[Supplied records — start]
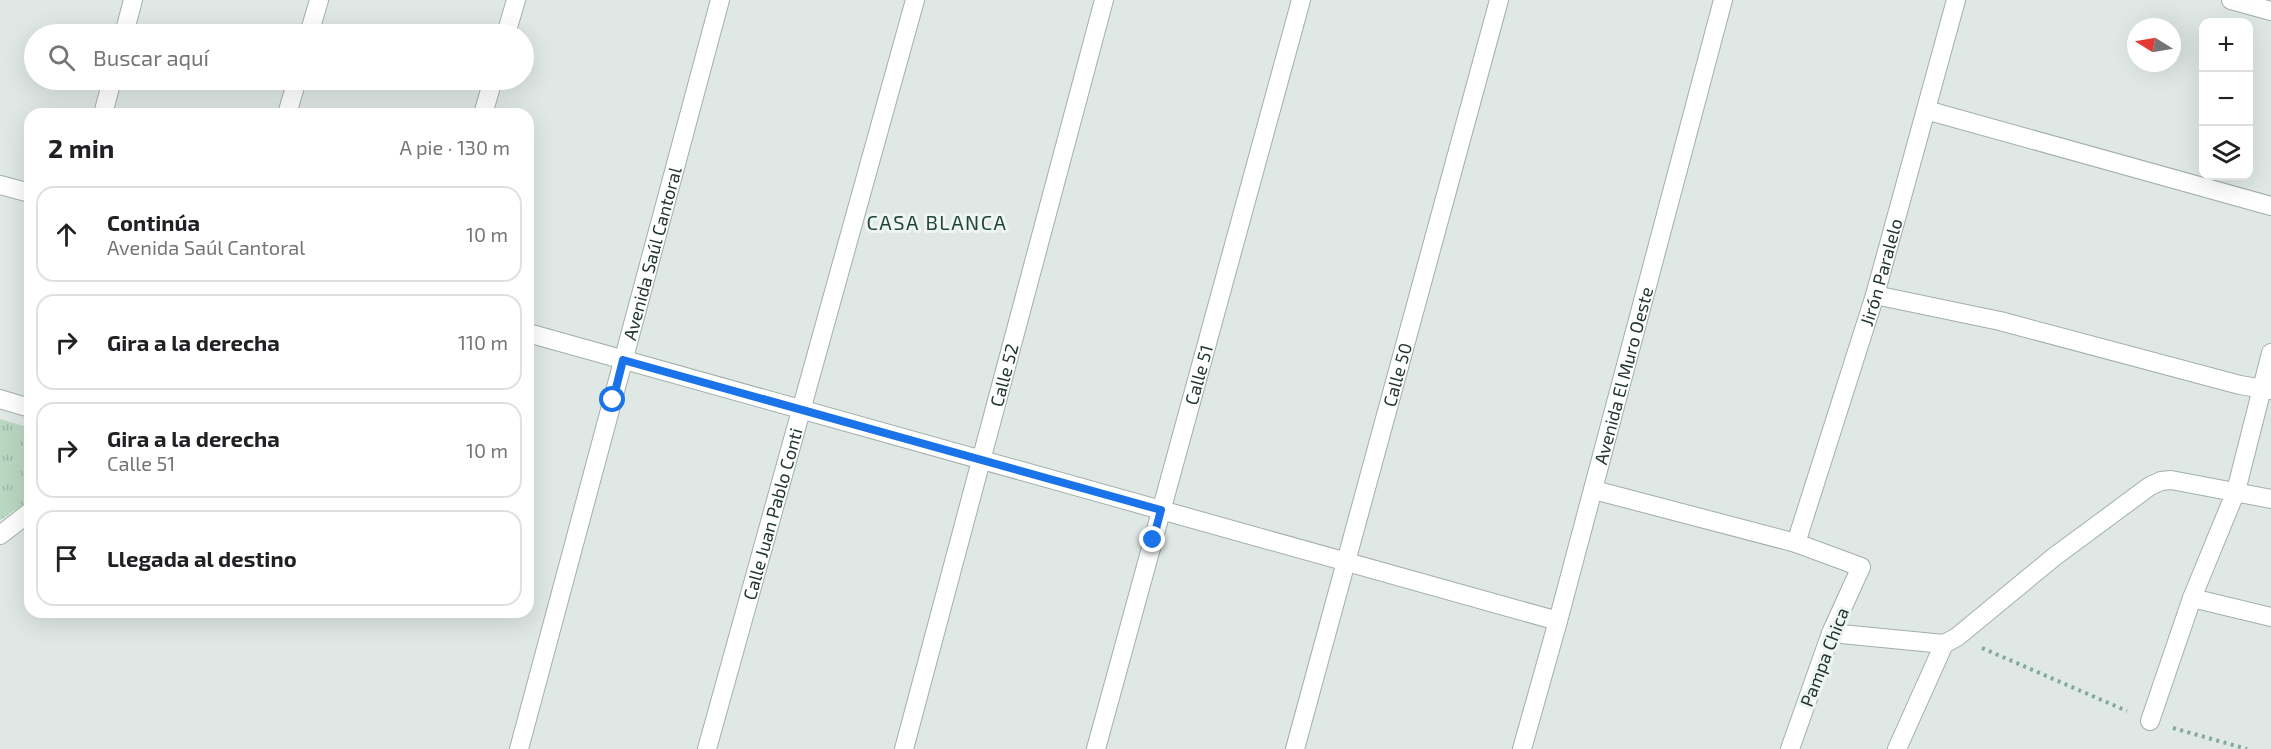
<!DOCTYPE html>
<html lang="es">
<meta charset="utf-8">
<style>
:root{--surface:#fff;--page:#f2f2f2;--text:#202124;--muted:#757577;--line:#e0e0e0}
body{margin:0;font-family:"Exo 2",sans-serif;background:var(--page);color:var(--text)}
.controls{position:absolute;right:18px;top:18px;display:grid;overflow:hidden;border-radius:12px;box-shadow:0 6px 24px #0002}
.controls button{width:54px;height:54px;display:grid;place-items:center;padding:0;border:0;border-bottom:2px solid var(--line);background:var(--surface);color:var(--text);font:30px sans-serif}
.compass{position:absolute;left:2127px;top:18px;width:54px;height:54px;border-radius:50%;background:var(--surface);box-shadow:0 6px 24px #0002;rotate:281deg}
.stop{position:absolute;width:18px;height:18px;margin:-14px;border:4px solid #1a73e8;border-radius:50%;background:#fff}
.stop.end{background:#1a73e8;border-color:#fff;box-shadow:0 2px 6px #0008}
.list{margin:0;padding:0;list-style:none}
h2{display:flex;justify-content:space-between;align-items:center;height:78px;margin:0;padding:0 24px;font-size:26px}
h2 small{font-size:20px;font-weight:400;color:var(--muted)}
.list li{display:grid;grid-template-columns:39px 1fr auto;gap:18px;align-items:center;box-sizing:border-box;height:96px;margin:0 12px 12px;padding:0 12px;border:2px solid var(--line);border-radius:18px}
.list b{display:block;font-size:22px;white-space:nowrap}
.list p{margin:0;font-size:20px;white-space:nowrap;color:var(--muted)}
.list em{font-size:20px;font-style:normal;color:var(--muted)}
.icon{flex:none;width:33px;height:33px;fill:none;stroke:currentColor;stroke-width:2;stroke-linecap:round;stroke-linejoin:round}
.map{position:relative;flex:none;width:2271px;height:749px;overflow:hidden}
.search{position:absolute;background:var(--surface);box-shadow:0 6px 24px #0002;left:24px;top:24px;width:510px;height:66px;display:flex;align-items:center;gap:15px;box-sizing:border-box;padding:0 21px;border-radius:33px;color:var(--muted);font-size:22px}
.panel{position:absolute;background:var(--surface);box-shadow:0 6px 24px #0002;left:24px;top:108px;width:510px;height:510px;border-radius:18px}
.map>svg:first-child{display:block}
</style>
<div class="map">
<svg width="2271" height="749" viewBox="0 0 2271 749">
<defs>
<pattern id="park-tufts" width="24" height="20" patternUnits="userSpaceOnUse" patternTransform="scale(1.5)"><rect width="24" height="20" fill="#bad7c2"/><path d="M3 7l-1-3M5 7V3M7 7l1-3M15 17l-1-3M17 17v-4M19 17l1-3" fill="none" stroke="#a0b9a7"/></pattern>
</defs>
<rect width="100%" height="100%" fill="#dfe8e4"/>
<path fill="url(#park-tufts)" d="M0 419 30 428V500L0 520Z"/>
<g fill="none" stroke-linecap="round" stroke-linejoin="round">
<g stroke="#a3afab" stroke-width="20">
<g id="minor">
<path d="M2231 0 2271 11"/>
<path d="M124 34 133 0"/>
<path d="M309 34 319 0"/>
<path d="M506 34 516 0"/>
<path d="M1926 110 2271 206"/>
<path d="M103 114 112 80"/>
<path d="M287 114 297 80"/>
<path d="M483 114 493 80"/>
<path d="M1875 295 2000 321 2240 385 2271 390"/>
<path d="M0 399 30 408"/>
<path d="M1594 490 1796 543 1861 567 1831 633 1790 749"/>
<path d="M0 535 30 512"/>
<path id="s1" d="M1796 543 1875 295 1956 0"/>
<path d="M2192 598 2271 617"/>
<path d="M1831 633 1944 644"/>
<path d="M2150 721 2192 598 2236 491 2271 353"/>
<path id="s2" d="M519 749 720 0"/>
<path id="s3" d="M707 749 915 0"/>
<path id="s4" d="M904 749 1104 0"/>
<path id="s5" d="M1096 749 1301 0"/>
<path id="s6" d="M1295 749 1499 0"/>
<path d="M1897 749 1944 644 1957 637 2054 557 2150 486 2161 481 2171 480 2271 499"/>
</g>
</g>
<g stroke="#a3afab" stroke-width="20">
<g id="tertiary">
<path d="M0 185 30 193"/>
<path d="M528 333 1558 621"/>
<path id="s7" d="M1522 749 1558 621 1723 0"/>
</g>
</g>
<g stroke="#83a89d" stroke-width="4" stroke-dasharray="3 4.5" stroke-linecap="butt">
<path d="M1982 648 2127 711"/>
<path d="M2173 728 2247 749"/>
</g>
<use href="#minor" stroke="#fff" stroke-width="18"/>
<use href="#tertiary" stroke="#fff" stroke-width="18"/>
</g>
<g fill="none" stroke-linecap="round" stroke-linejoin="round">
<path stroke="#1a73e8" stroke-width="8" d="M613 400 623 360 1161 510 1153 540"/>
</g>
<g text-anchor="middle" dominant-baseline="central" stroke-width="6" stroke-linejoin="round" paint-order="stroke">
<g font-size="18" fill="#223631" stroke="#eef5f2">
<text stroke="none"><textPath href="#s2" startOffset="513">Avenida Saúl Cantoral</textPath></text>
<text stroke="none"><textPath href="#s1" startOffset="284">Jirón Paralelo</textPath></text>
<text stroke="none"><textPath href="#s4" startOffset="387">Calle 52</textPath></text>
<text stroke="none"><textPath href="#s5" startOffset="388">Calle 51</textPath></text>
<text stroke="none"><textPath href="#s6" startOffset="388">Calle 50</textPath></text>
<text stroke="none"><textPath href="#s7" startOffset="387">Avenida El Muro Oeste</textPath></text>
<text stroke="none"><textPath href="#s3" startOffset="244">Calle Juan Pablo Conti</textPath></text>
<text transform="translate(1824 657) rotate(-69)">Pampa Chica</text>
</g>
<g font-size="20" letter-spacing="1.5" fill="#21453d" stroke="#eef5f2">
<text x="937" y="222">CASA BLANCA</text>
</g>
</g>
</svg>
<div class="controls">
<button>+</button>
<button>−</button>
<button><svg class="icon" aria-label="layers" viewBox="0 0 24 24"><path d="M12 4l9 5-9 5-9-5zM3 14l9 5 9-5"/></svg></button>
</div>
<svg class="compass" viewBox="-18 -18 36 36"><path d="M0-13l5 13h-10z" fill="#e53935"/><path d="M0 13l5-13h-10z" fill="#757577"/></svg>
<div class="stop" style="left:613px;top:400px"></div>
<div class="stop end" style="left:1153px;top:540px"></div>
<div class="search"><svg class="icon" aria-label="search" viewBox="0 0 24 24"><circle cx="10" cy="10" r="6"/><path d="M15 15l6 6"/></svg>Buscar aquí</div>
<section class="panel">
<h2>2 min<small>A pie · 130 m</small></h2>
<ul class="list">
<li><svg class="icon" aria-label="ahead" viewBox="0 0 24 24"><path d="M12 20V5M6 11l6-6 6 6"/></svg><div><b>Continúa</b><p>Avenida Saúl Cantoral</p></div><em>10 m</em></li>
<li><svg class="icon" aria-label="right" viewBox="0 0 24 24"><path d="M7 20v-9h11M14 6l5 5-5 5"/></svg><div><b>Gira a la derecha</b></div><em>110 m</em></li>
<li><svg class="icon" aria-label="right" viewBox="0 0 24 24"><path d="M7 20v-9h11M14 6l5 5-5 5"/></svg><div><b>Gira a la derecha</b><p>Calle 51</p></div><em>10 m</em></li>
<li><svg class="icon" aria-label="arrive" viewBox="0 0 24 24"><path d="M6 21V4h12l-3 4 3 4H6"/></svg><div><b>Llegada al destino</b></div></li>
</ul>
</section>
</div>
[Supplied records — finish]
* What to work on *
Please find, in the entries above, every line where "serif" occurs, and copy it.

* Task solution *
body{margin:0;font-family:"Exo 2",sans-serif;background:var(--page);color:var(--text)}
.controls button{width:54px;height:54px;display:grid;place-items:center;padding:0;border:0;border-bottom:2px solid var(--line);background:var(--surface);color:var(--text);font:30px sans-serif}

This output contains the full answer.